# Circuito para walkie talkie



## Alejandro Andreu (Oct 26, 2005)

Alguien me podría proporcionar un circuito para fabricar un walkie talkie o algo similar?


----------



## Andres Cuenca (Oct 26, 2005)

Hola, aquí te dejo el diagrama básico de un walkie-talkie de 49MHz, aunque no es claro el valor de las inductancias, si las haces similares para ambos walkie-talkies no creo que tengas problemas en la sintonía.


----------



## tamoracing (Nov 22, 2005)

Les hago una pregunta con respecto a este circuito...hay que hacer dos iguales? un transmisor y un receptor?

Perdón si es una pregunta un poco tonta pero estoy interesado en hacer un proyecto para conectar mi computador al equipo música de forma inalambrica.
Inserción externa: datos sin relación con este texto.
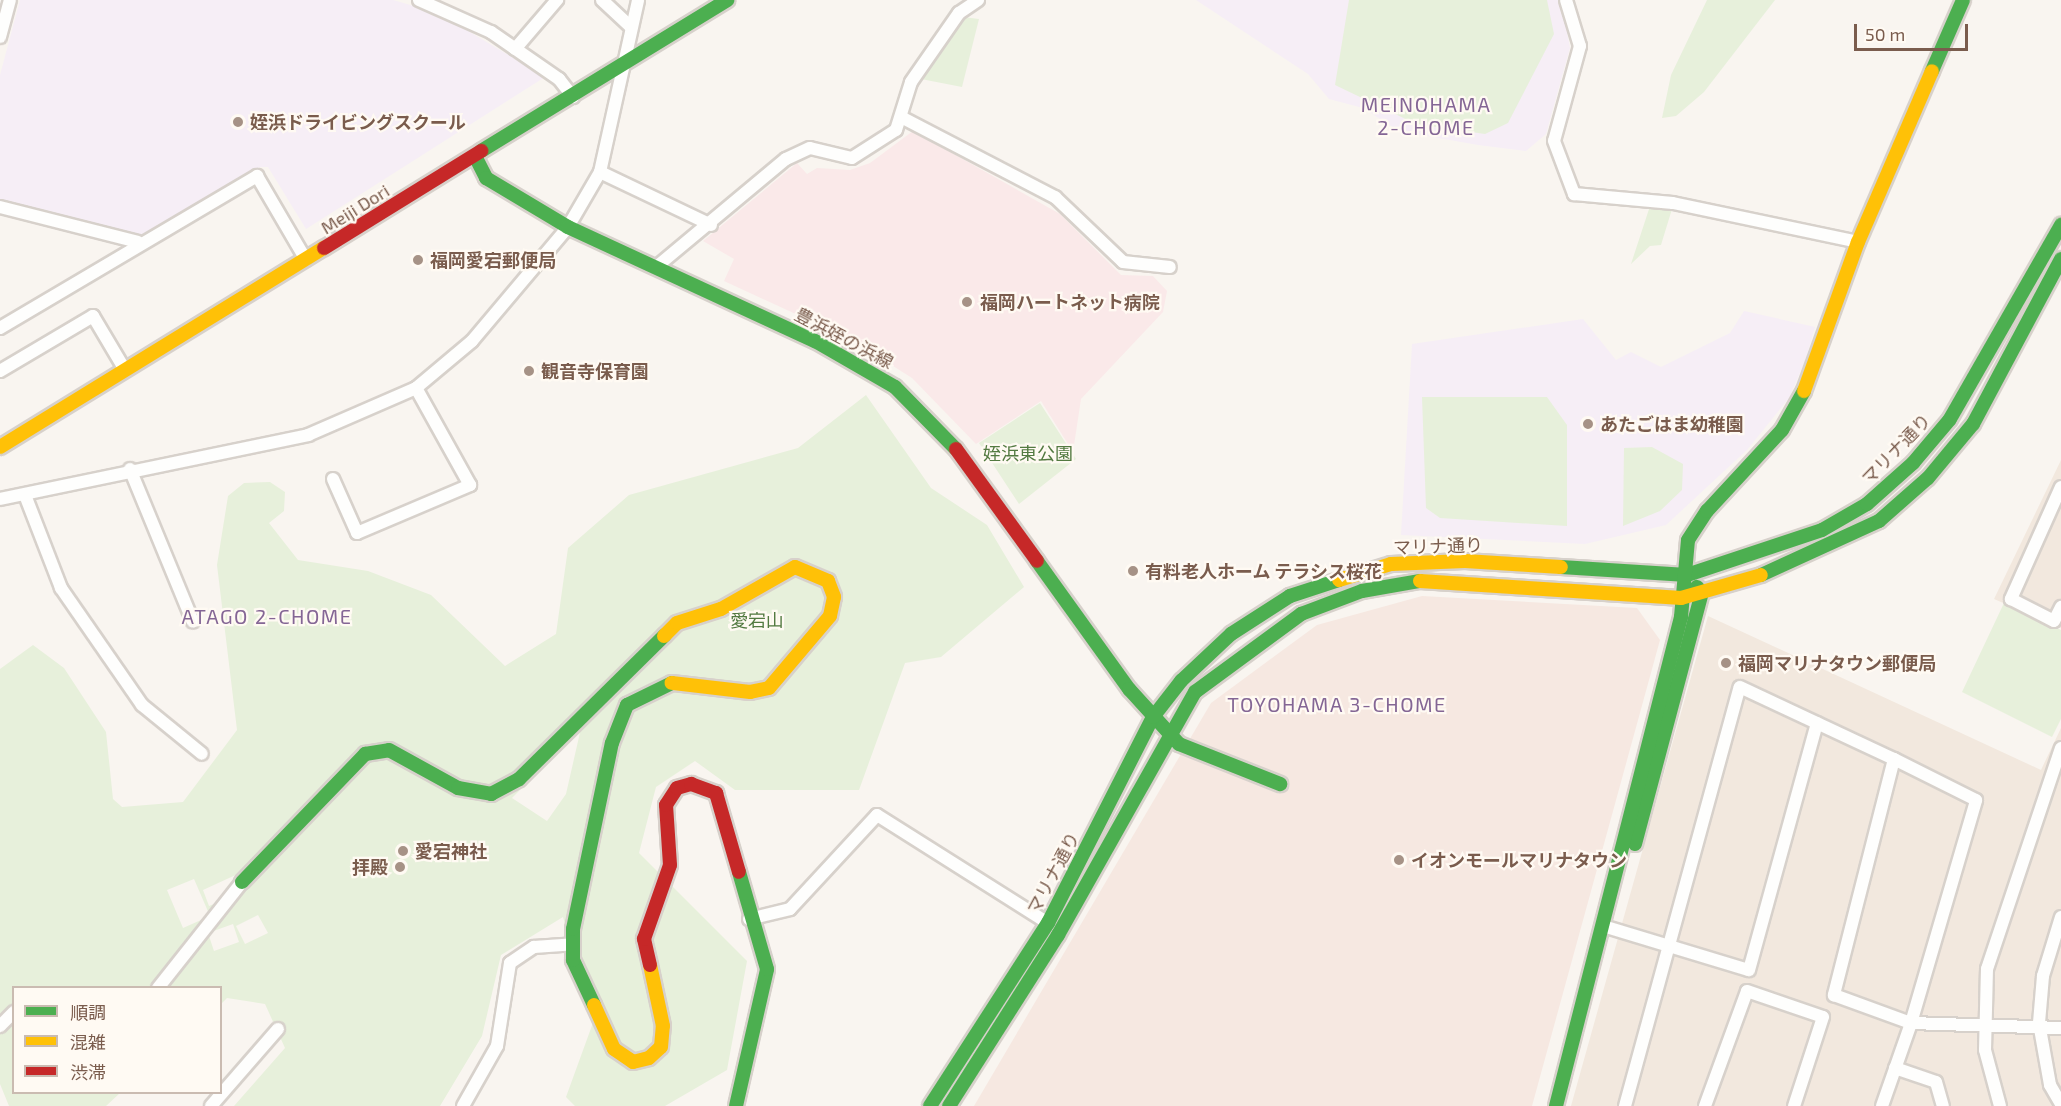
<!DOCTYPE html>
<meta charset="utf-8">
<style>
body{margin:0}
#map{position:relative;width:2061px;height:1106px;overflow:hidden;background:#f9f5f0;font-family:"Exo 2","Noto Sans JP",sans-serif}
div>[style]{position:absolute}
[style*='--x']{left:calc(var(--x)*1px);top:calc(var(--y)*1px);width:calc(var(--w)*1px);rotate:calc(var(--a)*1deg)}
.residential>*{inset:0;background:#f2e8de}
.commercial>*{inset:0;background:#f6e8e1}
.education>*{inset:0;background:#f6eef6}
.medical>*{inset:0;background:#fae9e9}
.green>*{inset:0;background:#e7f0db}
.roads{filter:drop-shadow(2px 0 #d7d1cb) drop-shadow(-2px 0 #d7d1cb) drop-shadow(0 2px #d7d1cb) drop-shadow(0 -2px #d7d1cb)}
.street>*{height:12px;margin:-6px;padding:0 6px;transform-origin:6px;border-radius:6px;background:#fefefd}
.fast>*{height:14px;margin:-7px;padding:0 7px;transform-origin:7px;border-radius:7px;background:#4caf50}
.slow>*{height:14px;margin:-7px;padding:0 7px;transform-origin:7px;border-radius:7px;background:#ffc107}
.jam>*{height:14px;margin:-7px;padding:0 7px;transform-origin:7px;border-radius:7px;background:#c62828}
.dots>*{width:16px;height:16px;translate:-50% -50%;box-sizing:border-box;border:3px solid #fffaf3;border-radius:50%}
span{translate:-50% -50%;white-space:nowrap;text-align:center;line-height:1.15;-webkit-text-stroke:4.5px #fffaf3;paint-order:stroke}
.poi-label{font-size:18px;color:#7a5c4d;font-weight:700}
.left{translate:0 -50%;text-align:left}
.right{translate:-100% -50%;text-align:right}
.street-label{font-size:18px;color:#7a5c4d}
.park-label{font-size:18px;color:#537a41}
.neighbourhood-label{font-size:20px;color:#846695;letter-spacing:1.5px}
.legend{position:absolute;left:12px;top:986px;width:210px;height:108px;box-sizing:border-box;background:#fffaf3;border:2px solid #cabbb1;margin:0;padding:8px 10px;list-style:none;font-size:18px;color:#7a5c4d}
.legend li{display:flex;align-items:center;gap:12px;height:30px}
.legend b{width:30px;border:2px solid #cabbb1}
.scale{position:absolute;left:1854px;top:24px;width:114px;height:27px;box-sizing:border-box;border:3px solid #7a5c4d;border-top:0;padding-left:8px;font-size:18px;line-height:21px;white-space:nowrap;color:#7a5c4d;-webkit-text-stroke:4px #fffaf3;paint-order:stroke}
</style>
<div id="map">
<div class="residential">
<i style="clip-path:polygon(2061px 460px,2061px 628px,1994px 599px)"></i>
<i style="clip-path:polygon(1708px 616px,2041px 770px,2061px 728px,2061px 1106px,1571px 1106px)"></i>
</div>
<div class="commercial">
<i style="clip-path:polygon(1422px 596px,1637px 608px,1660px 640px,1532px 1106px,974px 1106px,1211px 703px,1317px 625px)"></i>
</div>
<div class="education">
<i style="clip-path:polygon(20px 0,393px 0,438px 13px,545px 77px,306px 229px,268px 167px,260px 167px,141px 235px,0 200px,0 75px)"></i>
<i style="clip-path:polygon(1196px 0,1561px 0,1570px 48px,1546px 134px,1526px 151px,1478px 145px,1399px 131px,1363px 108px,1329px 99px,1308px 74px)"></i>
<i style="clip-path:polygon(1744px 311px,1815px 327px,1805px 361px,1789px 398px,1747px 450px,1666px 525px,1585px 544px,1401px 535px,1412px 344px,1583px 319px,1616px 360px,1631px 352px,1661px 367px,1730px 333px)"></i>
</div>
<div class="medical">
<i style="clip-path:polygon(913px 131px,1060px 214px,1121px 275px,1153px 276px,1167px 291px,1163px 312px,1081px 399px,1073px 452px,1041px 401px,976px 444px,912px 378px,852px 340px,724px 281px,734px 259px,703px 241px,797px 163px,807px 174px,817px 168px,850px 170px,870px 163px)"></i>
</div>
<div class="green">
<i style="clip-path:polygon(1349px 0,1547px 0,1554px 34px,1508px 123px,1485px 134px,1416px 124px,1335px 85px)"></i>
<i style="clip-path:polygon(1707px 0,1775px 0,1704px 92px,1676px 116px,1662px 118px,1671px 75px)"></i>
<i style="clip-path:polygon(963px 17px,979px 19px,962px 87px,921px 79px)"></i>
<i style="clip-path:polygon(1650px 206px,1672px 209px,1661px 245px,1650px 246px,1631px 264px)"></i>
<i style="clip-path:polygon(evenodd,866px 395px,931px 488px,987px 525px,1024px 587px,941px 657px,905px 663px,859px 790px,735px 790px,695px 761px,656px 787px,639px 853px,747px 961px,727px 1070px,665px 1106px,575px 1106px,566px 1097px,594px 1020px,563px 917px,501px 955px,482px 1036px,440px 1106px,234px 1106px,285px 1048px,265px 1004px,227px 998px,221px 1004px,220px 988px,14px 988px,14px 1092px,120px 1093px,106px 1106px,9px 1106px,0 1084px,0 669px,33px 645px,64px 668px,106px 732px,113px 799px,122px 807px,183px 802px,237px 730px,217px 565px,228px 496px,244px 483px,270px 482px,285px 492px,284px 511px,269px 523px,298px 560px,368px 571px,431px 595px,505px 666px,556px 634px,568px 548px,629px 495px,798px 448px,866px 395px,581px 728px,566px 794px,547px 821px,512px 798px,581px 728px,866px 395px,240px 873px,245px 891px,209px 906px,203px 890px,240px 873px,866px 395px,194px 879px,210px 916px,183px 928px,167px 890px,194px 879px,866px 395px,258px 915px,268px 933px,245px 944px,236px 926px,258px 915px,866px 395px,233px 924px,239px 942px,214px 951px,208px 933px,233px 924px)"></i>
<i style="clip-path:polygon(1422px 397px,1547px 397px,1567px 425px,1567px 526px,1440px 518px,1426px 508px)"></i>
<i style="clip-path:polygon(1040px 403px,1076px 459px,1019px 504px,979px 443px)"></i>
<i style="clip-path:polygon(1652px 447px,1683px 464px,1682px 490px,1660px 511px,1623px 526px,1624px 448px)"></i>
<i style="clip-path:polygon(2004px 603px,2061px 630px,2061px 719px,2052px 737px,1962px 692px)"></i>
</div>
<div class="roads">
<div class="street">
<i style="--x:419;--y:0;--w:79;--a:24"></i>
<i style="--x:491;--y:32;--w:83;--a:34.7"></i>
<i style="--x:559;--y:79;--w:23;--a:52"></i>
<i style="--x:602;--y:0;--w:40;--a:43"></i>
<i style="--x:1566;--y:0;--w:48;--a:73.1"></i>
<i style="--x:1580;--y:46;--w:98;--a:105.3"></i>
<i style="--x:1554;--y:141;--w:57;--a:69.3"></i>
<i style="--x:1574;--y:194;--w:99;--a:5.2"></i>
<i style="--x:1673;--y:203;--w:189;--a:11.9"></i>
<i style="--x:0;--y:37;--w:38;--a:-75"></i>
<i style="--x:515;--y:49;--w:65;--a:-49.4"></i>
<i style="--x:901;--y:117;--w:174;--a:27.5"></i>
<i style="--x:1055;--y:197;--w:94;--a:43.7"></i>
<i style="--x:1123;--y:262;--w:47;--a:6.1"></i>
<i style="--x:600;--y:172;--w:123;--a:25.5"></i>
<i style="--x:0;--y:207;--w:142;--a:14.2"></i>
<i style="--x:655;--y:268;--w:170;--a:-39.8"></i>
<i style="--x:786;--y:159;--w:26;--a:-25"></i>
<i style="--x:810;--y:148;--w:43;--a:13.4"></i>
<i style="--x:852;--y:158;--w:52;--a:-32.5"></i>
<i style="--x:896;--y:130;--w:50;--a:-72.6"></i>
<i style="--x:911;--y:82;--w:84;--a:-55.2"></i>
<i style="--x:959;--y:13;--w:23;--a:-34"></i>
<i style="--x:0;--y:328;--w:299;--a:-30.6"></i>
<i style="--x:257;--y:176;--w:97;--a:59.7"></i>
<i style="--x:0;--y:371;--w:108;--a:-30.6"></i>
<i style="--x:93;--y:316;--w:63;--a:59.3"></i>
<i style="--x:130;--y:469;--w:165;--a:67.6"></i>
<i style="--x:333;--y:479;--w:59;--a:66"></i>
<i style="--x:357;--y:533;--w:123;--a:-23"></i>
<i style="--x:470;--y:485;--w:111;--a:-119.1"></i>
<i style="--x:2061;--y:487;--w:123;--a:114.1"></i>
<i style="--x:2011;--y:599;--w:48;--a:27.1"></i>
<i style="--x:2054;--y:621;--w:16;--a:-63"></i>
<i style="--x:25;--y:495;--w:100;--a:68.8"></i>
<i style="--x:61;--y:588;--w:142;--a:55.3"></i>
<i style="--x:142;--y:705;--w:77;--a:39.2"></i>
<i style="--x:0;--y:499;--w:315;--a:-11.7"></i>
<i style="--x:308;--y:435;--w:118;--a:-23.5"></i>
<i style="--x:416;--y:388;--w:73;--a:-40"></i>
<i style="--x:472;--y:341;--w:149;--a:-49.9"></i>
<i style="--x:568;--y:227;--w:64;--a:-59.8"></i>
<i style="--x:600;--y:172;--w:176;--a:-77.5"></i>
<i style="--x:2061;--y:917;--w:62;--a:107"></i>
<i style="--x:2043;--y:976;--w:47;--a:94.9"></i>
<i style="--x:2039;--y:1023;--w:63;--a:79.9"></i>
<i style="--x:2050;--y:1085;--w:22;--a:60"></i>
<i style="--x:749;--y:919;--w:42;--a:-13.7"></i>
<i style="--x:790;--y:909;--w:128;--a:-47.2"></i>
<i style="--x:877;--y:815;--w:202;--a:32.3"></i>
<i style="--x:1603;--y:926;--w:152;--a:16.8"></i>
<i style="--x:1749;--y:970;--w:256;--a:-74.6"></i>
<i style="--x:158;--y:988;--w:135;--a:-51.6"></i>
<i style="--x:0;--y:1026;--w:20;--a:-45"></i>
<i style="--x:1895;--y:1068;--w:43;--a:18.9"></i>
<i style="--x:1936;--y:1082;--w:25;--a:74"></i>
<i style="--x:211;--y:1106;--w:102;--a:-49"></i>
<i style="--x:463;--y:1106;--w:69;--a:-60.5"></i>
<i style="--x:497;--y:1046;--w:84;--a:-81.1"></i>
<i style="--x:510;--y:963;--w:29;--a:-34"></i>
<i style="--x:534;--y:947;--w:39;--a:-4"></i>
<i style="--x:1625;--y:1106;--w:434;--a:-74.7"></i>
<i style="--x:1740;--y:687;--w:170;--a:25.1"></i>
<i style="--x:1705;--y:1106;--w:122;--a:-69.9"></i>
<i style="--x:1747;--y:991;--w:80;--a:18.9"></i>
<i style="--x:1823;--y:1017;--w:94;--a:108"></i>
<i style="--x:1882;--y:1106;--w:88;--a:-70.7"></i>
<i style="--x:1911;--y:1023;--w:232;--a:-73.7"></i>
<i style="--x:1976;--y:800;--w:92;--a:-153.4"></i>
<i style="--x:1894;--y:759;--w:244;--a:104.3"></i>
<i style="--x:1834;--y:995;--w:82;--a:20"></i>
<i style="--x:1911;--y:1023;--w:150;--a:1.9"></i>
<i style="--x:2000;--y:1106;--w:58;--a:-105"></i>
<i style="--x:1985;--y:1050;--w:81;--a:-88.6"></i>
<i style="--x:1987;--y:969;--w:233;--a:-71.5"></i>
</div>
<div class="fast">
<i style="--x:1932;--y:71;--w:77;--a:-66.4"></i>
<i style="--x:481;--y:151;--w:289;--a:-31.5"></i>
<i style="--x:475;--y:156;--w:25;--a:63"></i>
<i style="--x:486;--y:178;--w:96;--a:30.9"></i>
<i style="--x:568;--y:227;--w:272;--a:24.8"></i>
<i style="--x:815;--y:341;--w:92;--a:29.9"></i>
<i style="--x:895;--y:387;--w:87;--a:45.5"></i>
<i style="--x:1037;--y:561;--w:158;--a:54.3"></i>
<i style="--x:1129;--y:689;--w:74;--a:47.7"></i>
<i style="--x:1179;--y:744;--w:109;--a:21.6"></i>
<i style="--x:1561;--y:567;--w:126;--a:3.6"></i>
<i style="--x:1687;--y:575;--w:142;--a:-18.4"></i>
<i style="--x:1822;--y:530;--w:52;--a:-30"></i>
<i style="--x:1867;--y:504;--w:62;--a:-41.7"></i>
<i style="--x:1913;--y:463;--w:57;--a:-49.9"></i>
<i style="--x:1950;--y:419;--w:224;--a:-60.2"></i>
<i style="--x:1761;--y:575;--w:130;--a:-24.6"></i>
<i style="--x:1879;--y:521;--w:65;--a:-41.3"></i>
<i style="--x:1928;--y:478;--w:70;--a:-50.2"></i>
<i style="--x:1973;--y:424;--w:187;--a:-61.9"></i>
<i style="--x:1635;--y:844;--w:260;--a:-75.1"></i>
<i style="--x:1702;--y:593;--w:8;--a:-130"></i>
<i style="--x:242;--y:882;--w:178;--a:-46.1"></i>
<i style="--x:365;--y:754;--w:24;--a:-9"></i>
<i style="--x:389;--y:750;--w:79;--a:28.8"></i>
<i style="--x:458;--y:788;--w:34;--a:10"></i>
<i style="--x:491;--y:794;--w:32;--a:-28"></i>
<i style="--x:519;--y:779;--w:204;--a:-44.6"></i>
<i style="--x:594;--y:1005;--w:50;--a:-115"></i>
<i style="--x:573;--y:960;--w:31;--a:-90"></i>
<i style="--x:573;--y:929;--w:190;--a:-78.2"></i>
<i style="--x:612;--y:743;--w:41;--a:-68.5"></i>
<i style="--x:627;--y:705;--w:50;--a:-26.1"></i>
<i style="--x:736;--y:1106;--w:140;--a:-77.2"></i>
<i style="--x:767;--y:969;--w:101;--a:-106.1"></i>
<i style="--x:930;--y:1106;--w:218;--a:-57.2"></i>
<i style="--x:1048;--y:923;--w:231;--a:-63"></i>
<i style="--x:1153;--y:717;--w:46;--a:-52.1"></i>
<i style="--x:1181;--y:681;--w:69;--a:-43.2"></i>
<i style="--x:1231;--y:634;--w:70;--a:-32.8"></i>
<i style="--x:1290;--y:596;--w:52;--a:-18.1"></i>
<i style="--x:949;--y:1106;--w:203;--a:-57.5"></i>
<i style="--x:1058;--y:935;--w:279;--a:-60.6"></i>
<i style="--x:1195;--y:692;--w:132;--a:-36.3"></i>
<i style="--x:1301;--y:614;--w:65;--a:-20.7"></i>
<i style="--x:1362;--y:591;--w:59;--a:-9.8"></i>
<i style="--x:1556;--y:1106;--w:505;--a:-75.66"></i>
<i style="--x:1681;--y:617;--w:77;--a:-84.8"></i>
<i style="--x:1688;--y:540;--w:35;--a:-57"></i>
<i style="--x:1707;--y:511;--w:110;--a:-47.2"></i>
<i style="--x:1782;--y:430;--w:45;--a:-60.6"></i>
</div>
<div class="slow">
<i style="--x:1804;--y:391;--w:158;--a:-70.1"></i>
<i style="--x:1858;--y:242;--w:186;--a:-66.6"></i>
<i style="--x:0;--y:447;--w:380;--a:-31.6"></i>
<i style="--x:1339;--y:580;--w:54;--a:-17.1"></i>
<i style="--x:1391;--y:564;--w:74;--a:-2.3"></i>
<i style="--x:1465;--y:561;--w:96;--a:3.6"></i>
<i style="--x:1420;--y:581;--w:262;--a:3.7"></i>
<i style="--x:1681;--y:598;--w:83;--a:-16"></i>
<i style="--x:664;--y:636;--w:18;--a:-45"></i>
<i style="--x:677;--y:623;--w:46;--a:-17.7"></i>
<i style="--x:721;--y:609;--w:85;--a:-29.6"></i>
<i style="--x:795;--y:567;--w:36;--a:23"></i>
<i style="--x:828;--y:581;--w:17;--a:69"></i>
<i style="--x:834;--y:597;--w:19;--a:102"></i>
<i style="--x:830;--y:616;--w:94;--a:130.3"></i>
<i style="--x:769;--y:688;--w:19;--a:168"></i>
<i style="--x:750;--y:692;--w:79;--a:-173.4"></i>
<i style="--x:594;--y:1005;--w:48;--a:65.6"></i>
<i style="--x:614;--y:1049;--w:23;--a:34"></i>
<i style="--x:633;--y:1062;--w:16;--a:-14"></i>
<i style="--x:649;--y:1058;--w:16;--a:-43"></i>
<i style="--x:661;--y:1047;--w:21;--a:-85"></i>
<i style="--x:663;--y:1026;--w:62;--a:-102"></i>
</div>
<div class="jam">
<i style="--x:324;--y:248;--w:185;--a:-31.7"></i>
<i style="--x:956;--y:449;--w:138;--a:54.1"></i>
<i style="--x:650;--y:965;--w:27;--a:-103"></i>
<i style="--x:644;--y:939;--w:78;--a:-70.6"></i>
<i style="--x:670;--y:865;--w:60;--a:-93.8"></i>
<i style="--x:666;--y:805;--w:20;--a:-57"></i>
<i style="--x:677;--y:788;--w:15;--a:-16"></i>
<i style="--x:691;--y:784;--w:27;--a:20"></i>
<i style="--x:716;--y:793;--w:82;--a:73.8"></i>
</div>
</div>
<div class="dots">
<i style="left:238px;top:122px;background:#a69286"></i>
<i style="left:418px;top:260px;background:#a69286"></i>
<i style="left:967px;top:302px;background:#a69286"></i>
<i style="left:529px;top:371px;background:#a69286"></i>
<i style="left:1588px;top:424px;background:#a69286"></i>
<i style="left:1133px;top:571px;background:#a69286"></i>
<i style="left:1726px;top:663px;background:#a69286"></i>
<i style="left:403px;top:851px;background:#a69286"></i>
<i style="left:1399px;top:860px;background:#a69286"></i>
<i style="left:400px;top:867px;background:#a69286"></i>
</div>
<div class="poi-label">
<span class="left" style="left:250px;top:122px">姪浜ドライビングスクール</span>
<span class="left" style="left:430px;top:260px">福岡愛宕郵便局</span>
<span class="left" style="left:980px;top:302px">福岡ハートネット病院</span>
<span class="left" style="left:541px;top:371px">観音寺保育園</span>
<span class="left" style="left:1600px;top:424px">あたごはま幼稚園</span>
<span class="left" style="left:1145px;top:571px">有料老人ホーム テラシス桜花</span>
<span class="left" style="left:1738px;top:663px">福岡マリナタウン郵便局</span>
<span class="left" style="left:415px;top:851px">愛宕神社</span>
<span class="left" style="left:1411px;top:860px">イオンモールマリナタウン</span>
<span class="right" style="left:388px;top:867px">拝殿</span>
</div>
<div class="street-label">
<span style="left:355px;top:209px;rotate:-32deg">Meiji Dori</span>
<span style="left:844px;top:338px;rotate:28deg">豊浜姪の浜線</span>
<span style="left:1896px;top:449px;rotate:-46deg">マリナ通り</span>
<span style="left:1438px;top:546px;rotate:-2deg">マリナ通り</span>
<span style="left:1053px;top:873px;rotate:-62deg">マリナ通り</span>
</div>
<div class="park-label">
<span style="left:1028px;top:453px">姪浜東公園</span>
<span style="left:757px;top:620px">愛宕山</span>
</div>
<div class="neighbourhood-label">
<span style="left:1426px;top:116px">MEINOHAMA<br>2-CHOME</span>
<span style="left:267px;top:616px">ATAGO 2-CHOME</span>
<span style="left:1337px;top:704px">TOYOHAMA 3-CHOME</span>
</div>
<ul class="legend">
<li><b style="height:8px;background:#4caf50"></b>順調</li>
<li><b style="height:8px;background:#ffc107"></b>混雑</li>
<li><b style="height:8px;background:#c62828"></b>渋滞</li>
</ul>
<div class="scale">50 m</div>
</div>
Gracias.


----------



## Andres Cuenca (Nov 22, 2005)

> Hola, les hago una pregunta con respecto a este circuito...hay que hacer dos iguales? un transmisor y un receptor?



El circuito propuesto realiza la doble función de transmisor y receptor, por lo que hay que tener 2 iguales para poder comunicarse.



> Perdón si es una pregunta un poco tonta pero estoy interesado en hacer un proyecto para conectar mi computador al equipo música de forma inalámbrica.



Lo mejor para esto es construir un transmisor de FM (el walkie talkie modula en AM) que permite una mejor calidad de señal y puede ser sintonizado por un walkman en el FM comercial, puedes ver los circuitos propuestos en este tema:

https://www.forosdeelectronica.com/f22/transmisor-simple-fm-construccion-2130/
https://www.forosdeelectronica.com/f22/mini-transmisor-fm-100/

Saludos.


----------



## DJ_Glenn (May 17, 2008)

Les consulto... muy bonito el circuito... la verdad que no se ve complicado... pero los transformadores no creo que resulten fáciles de conseguir... al menos en las casas de electrónica que no se especializan en comunicaciones.

El tranceptor propuesto funciona en 49mhz como se dijo... pero si nos fijamos cual es el tercer armónico caemos en una frecuencia muy usada... 149.6 Mhz así que no esperen tener mucha privacidad...

De cualquier manera, estaba buscando un handy o radio similar para instalar en dos motocicletas... últimamente estoy viajando mucho con un amigo y como en la ruta a mas de 100km/h con viento en contra y casco (ademas del abrigo) no se pueden escuchar ni los gritos, consideramos implementar alguna radio para comunicarnos. Idealmente interesaría una frecuencia fija, no importa la privacidad, pero si que sea estable y su alcance debería ser de algo así como un kilómetro... en ocasiones mas, puesto que algunas condiciones hacen que nos alejemos involuntariamente incluso varios kilómetros. Si tienen algún circuito alternativo al ya publicado, agradecería lo suban... y en caso de sugerir la comprar de dos tranceptores, por favor sugerir marca y modelo, gracias.


----------



## anthony123 (Ago 23, 2008)

Para los que tienen nociones de electrónica..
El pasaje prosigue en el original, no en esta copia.